By: Anne Marie Scanlon
From Tesco to the Tower and after two coronations, actress Claire Foy has never lost her head
As someone who studied history to post-graduate level, reads history books for fun and gobbles up historical fiction, I was beside myself with excitement when I heard the BBC was dramatising Hilary Mantel’s Wolf Hall, the Man Booker Award winner 2009.
Transferring beloved books onto both the big screen and the small is a notoriously tricky task but director Peter Kosminsky’s adaptation was a unanimous hit.
The casting was superb throughout – from the bit players to Mark Rylance as Cromwell and Damien Lewis as Henry VIII.
To my mind though, Claire Foy, who I had never heard of at the time, stole the show as a magnificent, complicated, wholly credible, Anne Boleyn.

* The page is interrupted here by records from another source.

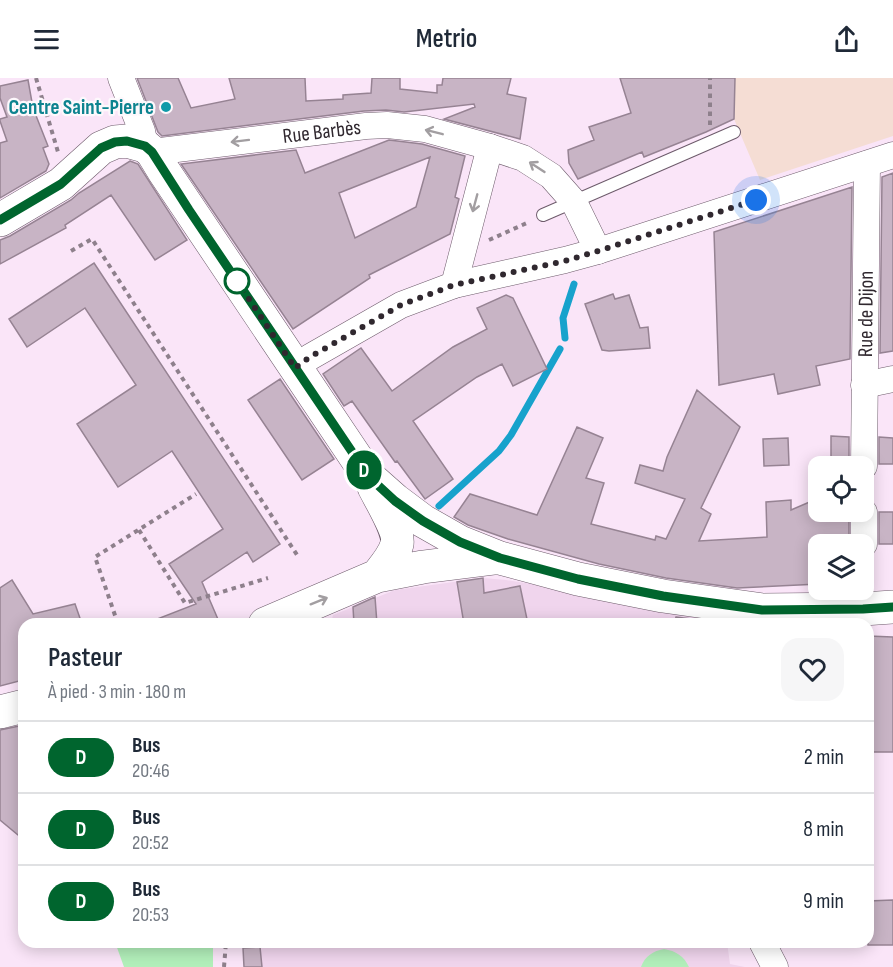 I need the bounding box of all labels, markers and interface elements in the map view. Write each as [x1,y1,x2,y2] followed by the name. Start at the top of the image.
[30,23,63,56] icon: menu
[416,23,477,55] text: Metrio
[830,23,863,56] icon: share
[8,95,154,120] place label: Centre Saint-Pierre
[159,100,173,114] marker: Centre Saint-Pierre
[281,115,362,149] street label: Rue Barbès
[425,125,444,137] one-way arrow
[231,136,251,147] one-way arrow
[529,161,546,173] one-way arrow
[741,185,771,215] your location
[469,194,481,213] one-way arrow
[224,268,250,294] unlabelled marker
[853,271,879,357] street label: Rue de Dijon
[344,450,383,490] line badge: D
[808,456,874,600] map controls
[808,456,874,522] button: locate
[359,458,369,483] text: D
[808,534,874,600] button: layers
[309,595,328,606] one-way arrow
[781,638,844,701] button: heart
[48,641,122,674] text: Pasteur
[48,680,186,704] text: À pied · 3 min · 180 m
[132,732,161,759] text: Bus
[804,744,844,771] text: 2 min
[76,745,86,770] text: D
[132,759,170,783] text: 20:46
[132,804,161,831] text: Bus
[803,816,844,843] text: 8 min
[76,817,86,842] text: D
[132,831,169,855] text: 20:52
[132,876,161,903] text: Bus
[803,888,844,915] text: 9 min
[76,889,86,914] text: D
[132,903,169,927] text: 20:53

Wolf Hall won many awards and although Foy was nominated for several she didn’t get one gong, when really she should have won ALL the awards.
In person Foy is nothing like Anne Boleyn (probably a good thing), she’s petite and bears a passing resemblance to Henry’s second ill-fated wife, but that’s it. The actress tells me that she was as excited as I was when she heard that Wolf Hall was being made into a TV series (we both agree that Hilary Mantel is a “genius”.)